Amorphous molybdenum sulfide nanocatalysts simultaneously realizing efficient upgrading of residue and synergistic synthesis of 2D MoS2 nanosheets/carbon hierarchical structures†
Abstract
Slurry-phase hydrocracking employing a dispersed catalyst is an efficient technology for the upgrading of residue to clean fuels. The green synthesis of 2D nanosheet hierarchical composites when carrying out some intrinsic functionalities is interesting for both scientific and technological applications. Herein, we present our effort in simultaneously enhancing the residue upgradation and synergistic fabrication of 2D MoS2 nanosheets/carbon hierarchical structures based on amorphous molybdenum sulfide nanocatalysts. The amorphous molybdenum sulfide nanocatalysts (MoSx-AM, x ≈ 2.79) are constructed in an inverse microemulsion system and are then either modified by oleic acid to synthesize oleophilic MoSx nanocatalysts (MoSx-OL) or annealed to obtain MoS2 nanocatalysts with the typical layered structure (denoted as MoSx-AN).

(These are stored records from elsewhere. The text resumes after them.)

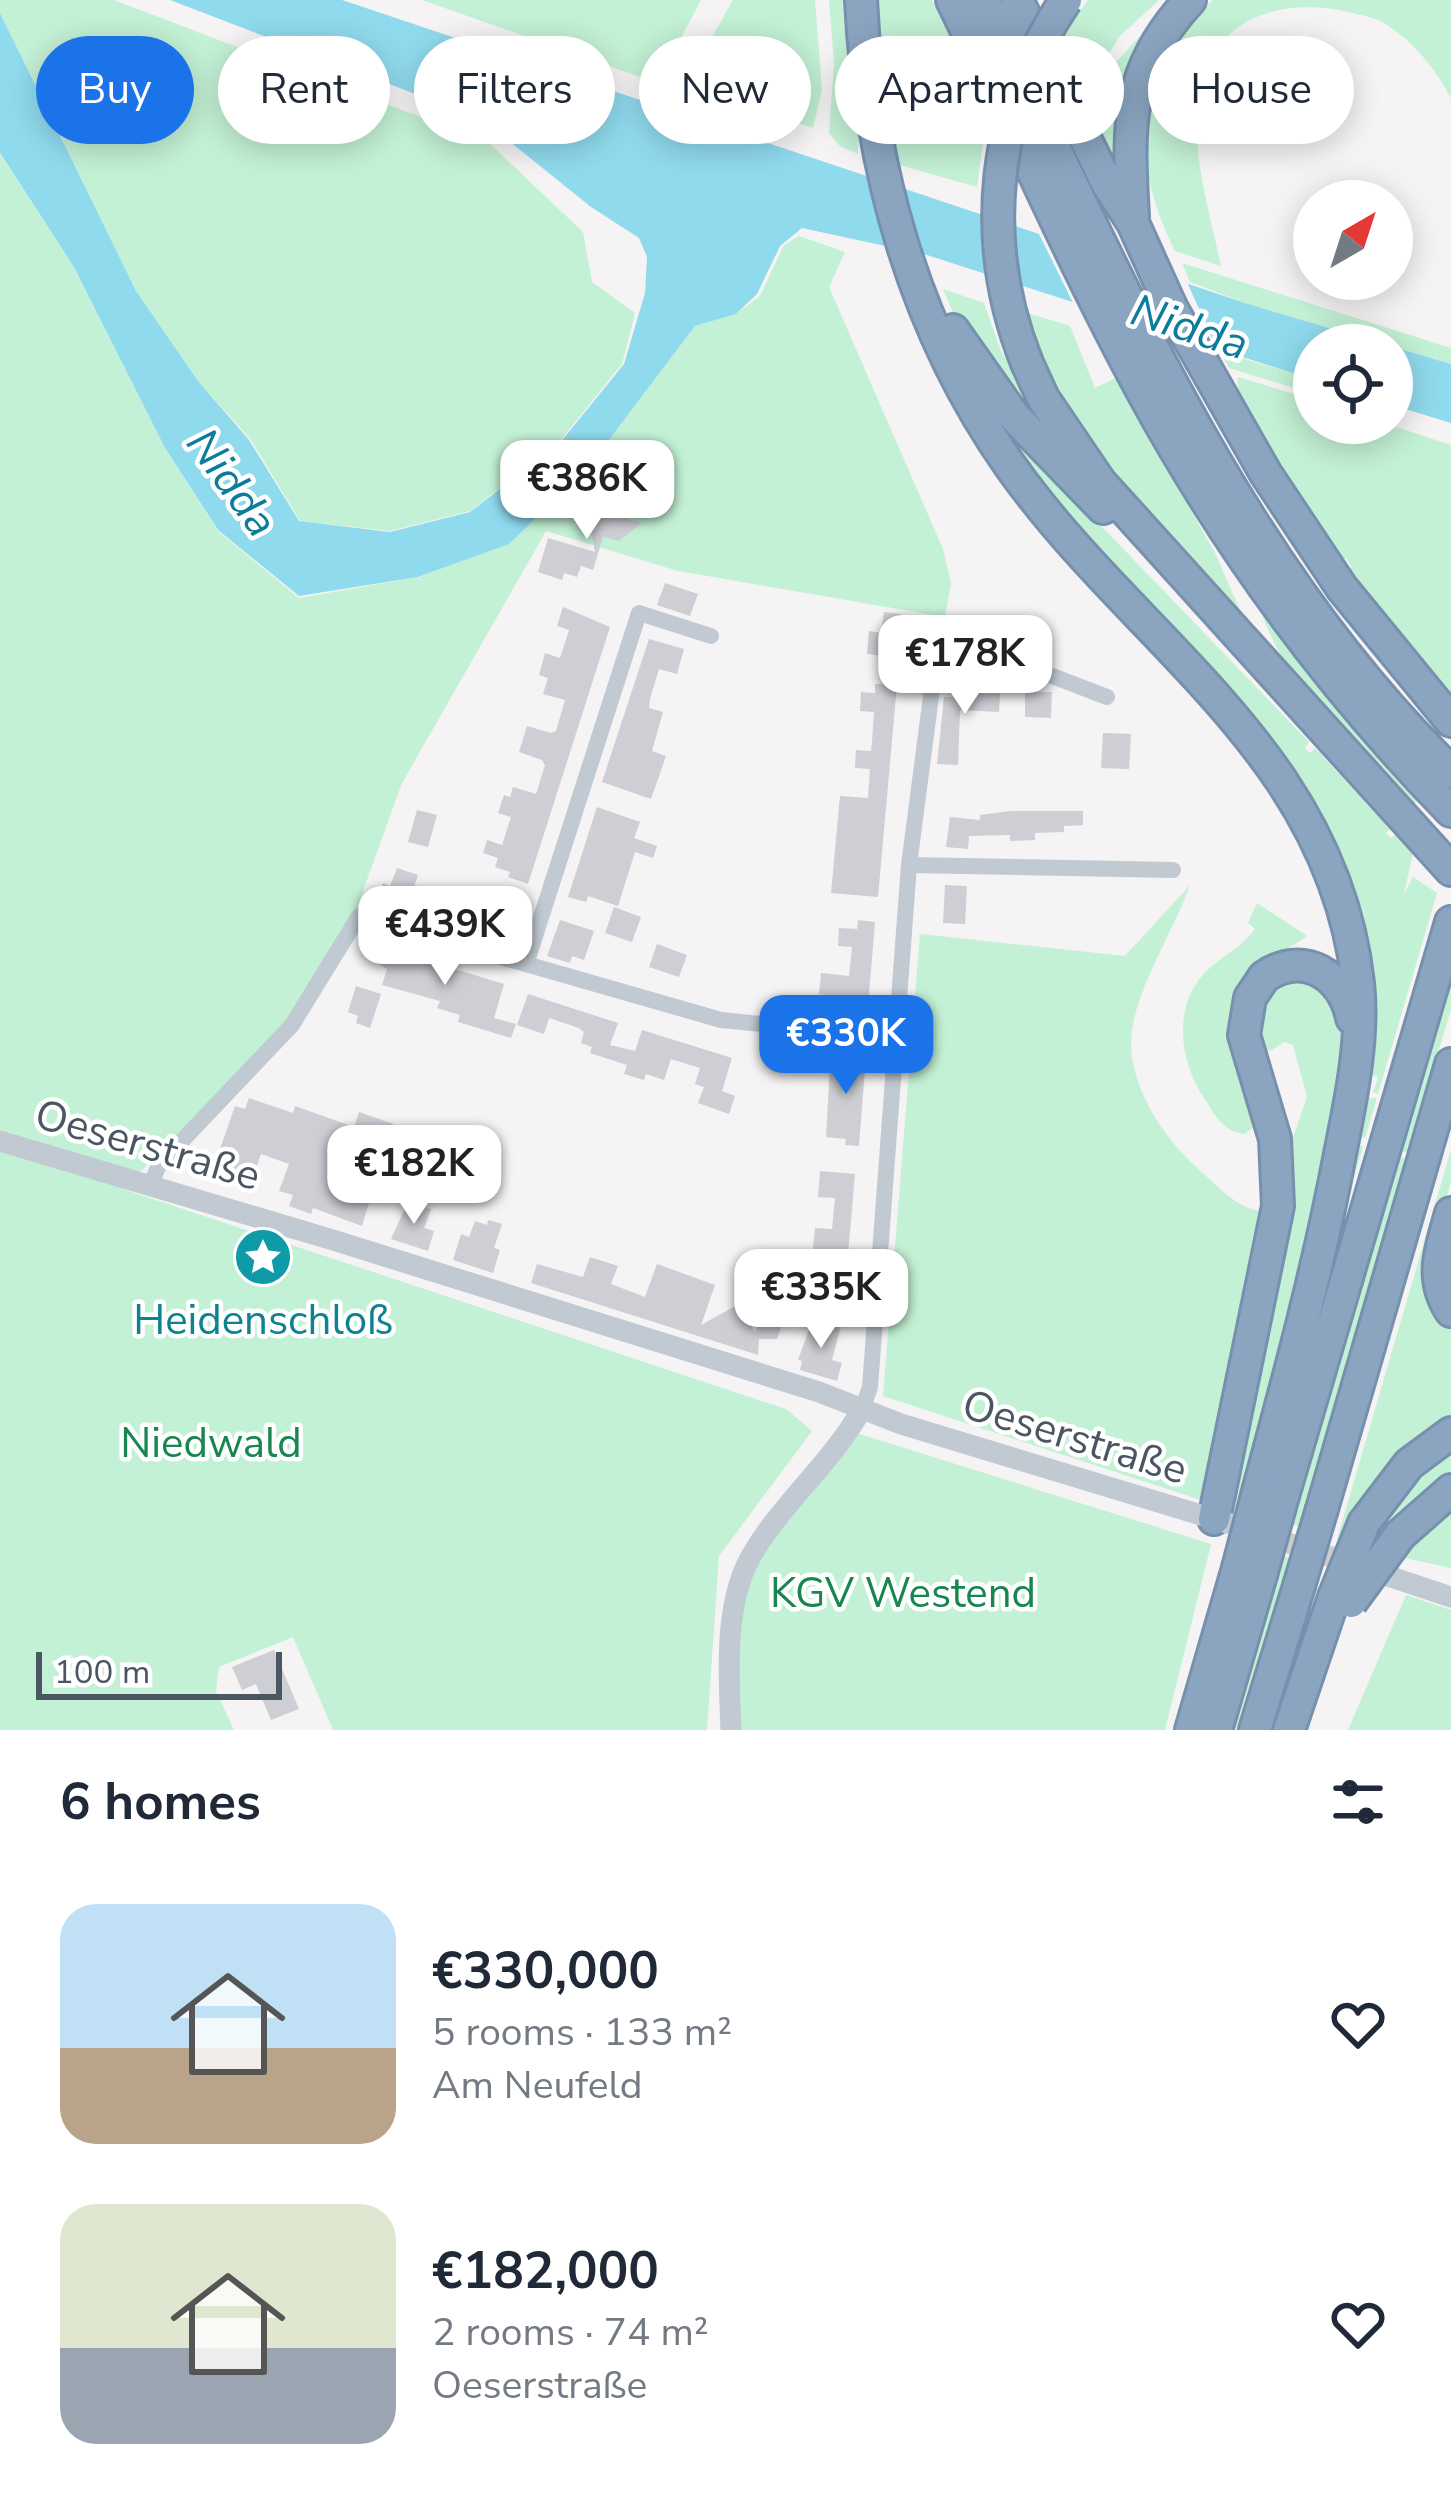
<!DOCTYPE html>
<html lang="en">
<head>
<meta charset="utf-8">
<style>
  :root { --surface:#fff; --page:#f6f6f7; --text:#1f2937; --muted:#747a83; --accent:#1a73e8 }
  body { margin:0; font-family:"Nunito Sans",sans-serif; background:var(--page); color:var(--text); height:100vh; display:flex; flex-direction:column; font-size:45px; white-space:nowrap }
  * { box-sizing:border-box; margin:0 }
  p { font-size:39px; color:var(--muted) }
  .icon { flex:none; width:66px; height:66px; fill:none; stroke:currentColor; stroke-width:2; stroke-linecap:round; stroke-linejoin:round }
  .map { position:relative; height:1730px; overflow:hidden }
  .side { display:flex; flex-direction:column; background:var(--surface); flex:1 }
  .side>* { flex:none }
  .banner { position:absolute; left:36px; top:36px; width:1380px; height:108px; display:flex; gap:24px }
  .needle { width:78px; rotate:39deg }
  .buttons { position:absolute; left:1293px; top:180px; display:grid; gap:24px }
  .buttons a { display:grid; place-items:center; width:120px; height:120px; border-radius:50%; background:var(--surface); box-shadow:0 6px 30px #0003; font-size:60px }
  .scale { position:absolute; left:36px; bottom:30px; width:246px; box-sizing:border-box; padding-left:12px; border:6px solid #4a5661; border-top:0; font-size:33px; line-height:42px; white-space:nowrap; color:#4a5661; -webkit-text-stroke:9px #fff; paint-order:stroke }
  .price { position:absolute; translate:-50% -102px; padding:0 27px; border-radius:24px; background:#fff; color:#222; font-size:39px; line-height:78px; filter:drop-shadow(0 3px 6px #0008) }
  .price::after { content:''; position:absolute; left:50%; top:72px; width:36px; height:27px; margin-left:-18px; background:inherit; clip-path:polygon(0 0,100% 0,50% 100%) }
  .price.current { background:var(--accent); color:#fff }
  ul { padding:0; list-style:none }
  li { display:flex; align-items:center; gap:36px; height:300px; padding:0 60px }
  li span { display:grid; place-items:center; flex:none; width:336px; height:240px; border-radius:36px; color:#555 }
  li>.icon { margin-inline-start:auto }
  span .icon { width:144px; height:144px; fill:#fffc; stroke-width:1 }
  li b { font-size:51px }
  h2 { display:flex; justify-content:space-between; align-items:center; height:144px; padding:0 60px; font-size:51px }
  .pill { padding:0 42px; border-radius:54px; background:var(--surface); box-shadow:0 6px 30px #0003; font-size:42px; line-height:108px }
  .pill.current { background:var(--accent); color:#fff }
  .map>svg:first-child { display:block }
  .green { fill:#c3f1d5 }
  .water { fill:#90daee }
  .pier { fill:#f5f3f3 }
  .building { fill:#cdcfd5 }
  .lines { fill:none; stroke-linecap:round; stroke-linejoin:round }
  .tertiary-tunnel { stroke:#caccce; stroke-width:21; stroke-dasharray:21 10; stroke-linecap:butt }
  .motorway-casing { stroke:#7690ad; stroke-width:36 }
  .minor { stroke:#c1cad2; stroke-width:16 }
  .tertiary { stroke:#c1cad2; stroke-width:21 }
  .motorway { stroke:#8ba5c1; stroke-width:30 }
  .motorway-bridge-casing { stroke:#7690ad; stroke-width:36; stroke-linecap:butt }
  .motorway-bridge { stroke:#8ba5c1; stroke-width:30 }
  .labels { text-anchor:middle; stroke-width:9; stroke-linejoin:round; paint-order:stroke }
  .street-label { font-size:42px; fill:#4a5661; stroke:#fff }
  .culture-label { font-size:42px; fill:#0d838f; stroke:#fff }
  .park-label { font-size:42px; fill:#17864f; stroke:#fff }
  .water-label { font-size:45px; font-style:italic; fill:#0c7c9b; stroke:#fff }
</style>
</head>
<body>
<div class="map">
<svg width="1451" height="1730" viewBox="0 0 1451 1730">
  <rect width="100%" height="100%" fill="#f5f3f3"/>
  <path class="green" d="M0 0H114L489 143 583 232 592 282 635 313 622 364 560 441 470 511 390 531 300 521 251 440 198 381 136 291 0 13Z
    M422 0H701L657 83Z
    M733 0H815L822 90 813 128 683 88Z
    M829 0H852L863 135 858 136V154L840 146 829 133 834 63Z
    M874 0H932L987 114 977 187 896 164 886 147Z
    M1088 0H1159L1120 36 1082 96 1056 45Z
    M1213 0H1451V98C1435 68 1413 41 1384 23 1374 17 1360 15 1349 12 1294 0 1233 9 1208 65 1181 126 1209 206 1221 266L1175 251C1129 157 1128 71 1213 0Z
    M1165 9 1120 177 1089 112 1117 61Z
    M0 154 74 267 166 450 218 531 299 598 419 577 510 543 587 469 695 326 736 314 760 296 784 245 799 236 845 252 829 287 943 549 951 583 945 617 678 571 546 531 402 783 355 913 288 1025 123 1189 786 1409 812 1431 719 1556 707 1730H333L293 1637 219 1667 216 1691 234 1730H0Z
    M1182 263 1451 348V364L1245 303 1190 282Z
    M943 289 984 303 1001 351 1101 502 959 327Z
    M1027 313 1070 326 1095 388 1116 378 1215 553 1247 626C1171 541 1092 459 1037 359L1041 356Z
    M1219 351 1314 380V394L1229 368Z
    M1238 377 1314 400V423H1384L1451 445V701L1346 572 1352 567 1346 558 1339 562C1313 524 1231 416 1238 377Z
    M985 405 1309 742 1305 748 1310 753 1315 748 1390 829 1386 833 1391 838 1395 835 1413 853 1404 894 1413 877 1437 893 1378 1094 1373 1092 1378 1077 1372 1075 1366 1098H1377L1365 1138 1360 1136 1357 1144 1363 1147 1318 1300 1367 1059 1333 858 1052 508Z
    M1261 611 1347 723 1417 801 1412 806C1359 748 1286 688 1261 611Z
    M1190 885C1174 930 1138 985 1132 1031 1125 1081 1162 1136 1197 1168 1216 1184 1239 1212 1265 1211L1207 1502 883 1396 920 934 1125 956Z
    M1257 903 1307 936 1258 969 1257 1124 1245 1134C1222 1131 1216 1116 1204 1098 1182 1065 1173 1016 1198 981 1213 960 1241 949 1255 929L1248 923Z
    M1283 978 1319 980 1345 1028 1344 1063 1307 1254 1239 1503 1225 1498 1286 1158 1307 1097 1293 1045 1284 1042 1270 1051 1261 1050 1257 1006Z
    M1451 982V1009L1299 1526 1293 1525 1400 1157 1406 1159 1408 1153 1402 1151Z
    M1451 1150V1182L1428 1263 1441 1312 1451 1327V1424L1345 1540 1337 1539Z
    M850 1431 1211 1544 1165 1730H735L740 1576Z
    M1451 1443V1476L1375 1548 1364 1546 1400 1487Z
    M1451 1503V1568L1405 1558Z
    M1284 1556 1290 1558 1241 1730H1232Z
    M1406 1595 1451 1610V1730H1348Z"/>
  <path class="water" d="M170 0H342L1245 303 1451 364V423L1392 405V345H1314V380L927 255 802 228 780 246 757 294 736 314 695 326 587 469 509 544 418 577 299 596 218 530 165 448 74 267 0 153V13L136 291 198 381 249 440 299 521 390 532 470 512 560 443 624 364 645 293 647 257 639 238 591 207 483 120Z"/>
  <path class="pier" d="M1035 226 1183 273 1221 358 1077 311Z"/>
  <path class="building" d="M608 500 622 504 625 518 642 523 619 541 603 537 593 570 581 566 577 577 564 573 562 580 538 572 548 538 595 552 587 507 598 510Z
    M665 583 698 594 690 616 657 605Z
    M563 607 610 627 528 884 508 877 510 872 495 867 498 858 483 853 487 840 502 845 511 817 498 813 504 795 510 797 513 787 536 794 545 765 542 760 519 752 527 726 551 733 556 731 565 700 543 694 548 678 539 675 545 653 560 658 569 630 557 626Z
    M884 612 902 614 893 657 867 654 869 631 881 633Z
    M649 639 684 649 677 674 659 669 650 699 649 708 663 712 652 751 666 756 651 799 602 782Z
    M1001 677 999 712 960 710 958 765 937 764 944 697 977 698 978 678Z
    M875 684 897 685 878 897 831 893 840 796 868 798 870 769 855 768 856 750 871 751 872 742 874 712 860 711 861 692 875 693Z
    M1025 692H1052L1051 718 1025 717Z
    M1103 733 1131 734 1129 769 1101 768Z
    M597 807 640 822 634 838 657 846 653 858 635 852 618 906 588 896 586 902 568 897Z
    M417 810 437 815 428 847 408 842Z
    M1010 811H1083V825L1064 826V832L1035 833V840L1010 841V835L969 836 968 849 946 847 950 817 980 820V815Z
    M397 868 418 875 407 908 378 898 383 883 390 886Z
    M945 885 967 886 965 924 943 923Z
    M472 894 521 907 510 943 461 928Z
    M614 907 641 917 632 942 605 933Z
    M560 920 594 931 584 960 572 956 570 963 547 956Z
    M858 920 875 922 867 1018 849 1016V1009L834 1008 835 996 819 994 821 973 849 976 852 947 838 946 839 928 857 929Z
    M369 943 504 984 494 1018 516 1024 511 1038 458 1022 460 1015 437 1008 440 1001 382 985 387 969 365 956Z
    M657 944 687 955 679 977 649 967Z
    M356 986 381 994 370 1028 356 1023 358 1016 348 1012Z
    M528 994 618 1023 610 1045 635 1051 642 1030 732 1058 722 1091 735 1096 729 1114 698 1103 704 1087 695 1084 700 1068 671 1059 664 1080 646 1074 644 1080 624 1074 627 1065 590 1053 592 1047 581 1043 584 1032 579 1028 549 1018 544 1034 517 1025Z
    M831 1051 866 1056 859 1146 845 1145 846 1139 826 1137Z
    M249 1098 293 1113 295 1106 354 1127 359 1112 393 1124 362 1226 313 1208 311 1214 289 1206 293 1195 279 1191 289 1164 261 1154 250 1185 212 1172 235 1106 245 1109Z
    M820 1171 855 1174 846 1278 824 1276 825 1252 813 1249 815 1228 832 1229 835 1198 818 1197Z
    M408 1202 431 1209 424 1228 434 1231 428 1251 391 1239Z
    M488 1220 502 1224 494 1248 500 1250 493 1273 453 1260 461 1234 469 1237 475 1221 487 1225Z
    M590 1257 618 1266 611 1284 645 1297 657 1264 715 1285 701 1325 739 1304 755 1332 761 1317 782 1324 777 1339H759L758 1355 531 1283 537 1264 583 1277Z
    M813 1319 841 1326 832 1360 842 1363 837 1381 800 1370 802 1361 798 1360Z
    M274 1650 299 1709 271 1720 256 1684 242 1690 232 1667Z"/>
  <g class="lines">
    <path class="tertiary-tunnel" d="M1258 1533 1359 1566"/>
    <g class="motorway-casing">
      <path id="motorway" d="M861 0C869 167 914 330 1011 467 1135 642 1332 750 1358 983 1364 1038 1351 1099 1340 1154 1319 1266 1289 1377 1259 1488
        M952 0C1025 150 1091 306 1175 449 1253 582 1344 701 1451 811
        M984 0C1114 268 1233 560 1451 772
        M1017 0 1107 183 1133 223 1172 309 1266 474 1342 588 1451 721
        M1133 217C1128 126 1124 72 1190 0
        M953 330 1013 415 1103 508
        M1027 363 1043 398 1100 482 1451 870
        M1451 1213C1441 1249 1429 1278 1451 1311
        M1283 1496 1451 922
        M1322 1509 1451 1064
        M1214 1519 1278 1206 1275 1139 1244 1035 1250 998 1264 977C1304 949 1344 976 1352 1018
        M1364 1523 1409 1464 1451 1433
        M1400 1535 1451 1490
        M1191 1730 1238 1568
        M1216 1730 1261 1575
        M1255 1730 1299 1586
        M1289 1730 1334 1597"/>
    </g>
    <path class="minor" d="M909 865 1173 870
      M527 961 639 613 711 636
      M151 1184 159 1165 292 1025 359 916 721 1020 896 1037
      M863 1407 870 1387 909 865 935 666 1021 664 1107 697"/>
    <path class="tertiary" d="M0 1141 333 1240 819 1392 901 1424 1234 1525
      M1385 1575 1451 1597
      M731 1730C729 1679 724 1612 747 1564 774 1510 832 1464 863 1407"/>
    <use href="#motorway" class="motorway"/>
    <g class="motorway-bridge-casing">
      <path id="motorway-bridge" d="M1027 363C978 241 992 108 1066 0
        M1238 1568 1259 1488
        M1261 1575 1283 1496
        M1299 1586 1322 1509
        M1334 1597 1364 1523
        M1351 1602 1400 1535"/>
    </g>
    <use href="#motorway-bridge" class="motorway-bridge"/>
  </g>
  <defs>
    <g id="sight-disc" transform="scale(3)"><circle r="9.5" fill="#0f9aa8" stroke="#fff"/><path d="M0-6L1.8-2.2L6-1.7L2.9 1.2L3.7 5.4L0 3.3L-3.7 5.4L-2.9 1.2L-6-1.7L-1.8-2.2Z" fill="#fff"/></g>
  </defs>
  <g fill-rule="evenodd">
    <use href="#sight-disc" x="263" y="1257"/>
  </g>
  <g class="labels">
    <g class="street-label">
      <text transform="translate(148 1144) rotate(16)" y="15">Oeserstraße</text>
      <text transform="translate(1075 1436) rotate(17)" y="15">Oeserstraße</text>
    </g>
    <g class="culture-label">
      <text x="263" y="1334">Heidenschloß</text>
    </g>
    <g class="park-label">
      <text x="211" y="1457">Niedwald</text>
      <text x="903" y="1607">KGV Westend</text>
    </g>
    <g class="water-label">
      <text transform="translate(1190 326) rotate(18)" y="16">Nidda</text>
      <text transform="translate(233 482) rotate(54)" y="16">Nidda</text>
    </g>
  </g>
</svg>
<div class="buttons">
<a><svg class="needle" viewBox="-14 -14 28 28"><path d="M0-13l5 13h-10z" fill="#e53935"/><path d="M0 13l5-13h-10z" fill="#747a83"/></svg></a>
<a><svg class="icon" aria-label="locate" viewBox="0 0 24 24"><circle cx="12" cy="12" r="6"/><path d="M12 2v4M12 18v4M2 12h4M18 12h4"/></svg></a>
</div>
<div class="scale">100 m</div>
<b class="price" style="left:587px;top:542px">€386K</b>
<b class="price" style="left:965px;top:717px">€178K</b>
<b class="price" style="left:445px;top:988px">€439K</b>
<b class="price current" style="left:846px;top:1097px">€330K</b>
<b class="price" style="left:414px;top:1227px">€182K</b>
<b class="price" style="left:821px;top:1351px">€335K</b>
<div class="banner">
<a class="pill current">Buy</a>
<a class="pill">Rent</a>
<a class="pill">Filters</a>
<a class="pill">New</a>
<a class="pill">Apartment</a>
<a class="pill">House</a>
</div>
</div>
<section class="side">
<h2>6 homes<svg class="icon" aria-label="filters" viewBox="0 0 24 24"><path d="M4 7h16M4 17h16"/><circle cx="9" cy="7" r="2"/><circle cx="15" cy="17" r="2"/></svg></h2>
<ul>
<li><span style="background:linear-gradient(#bfe0f5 60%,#b9a48a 0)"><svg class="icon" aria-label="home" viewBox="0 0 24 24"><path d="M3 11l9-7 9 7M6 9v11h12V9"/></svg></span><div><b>€330,000</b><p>5 rooms · 133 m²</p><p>Am Neufeld</p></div><svg class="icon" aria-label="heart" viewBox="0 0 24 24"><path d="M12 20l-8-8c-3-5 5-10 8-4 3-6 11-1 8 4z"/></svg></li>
<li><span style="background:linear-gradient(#dfe7d0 60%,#9aa5b1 0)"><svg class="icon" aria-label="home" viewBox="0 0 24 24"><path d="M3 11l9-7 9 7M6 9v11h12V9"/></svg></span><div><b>€182,000</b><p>2 rooms · 74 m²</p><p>Oeserstraße</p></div><svg class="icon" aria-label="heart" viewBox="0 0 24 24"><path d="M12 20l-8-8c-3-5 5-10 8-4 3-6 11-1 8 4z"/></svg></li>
</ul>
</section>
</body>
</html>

Benefiting from the decomposition into 2D MoS2 nanosheets with a length less than 20 nm during the residue slurry-phase hydrocracking, MoSx-AM and MoSx-OL exhibit superior hydrogenation and anti-coke activity compared with MoSx-AN. X-ray photoelectron spectroscopy and density functional theory (DFT) calculation reveal that the residue macromolecules with a polycyclic aromatic structure and heteroatoms show strong interaction with 2D MoS2 nanosheets, which disturbs the formation of a layered-structure of MoS2 and results in isolated 2D MoS2 nanosheets. The generated 2D MoS2 nanosheets with abundant active sites lead to the superior performance in residue slurry-phase hydrocracking. These results demonstrate a dispersed nanocatalyst for slurry-phase hydrocracking and also provide a perspective for the anti-coke of petroleum refining. In particular, this process also enabled the dispersed 2D MoS2 nanosheet/carbon hierarchical structure formation synergistically.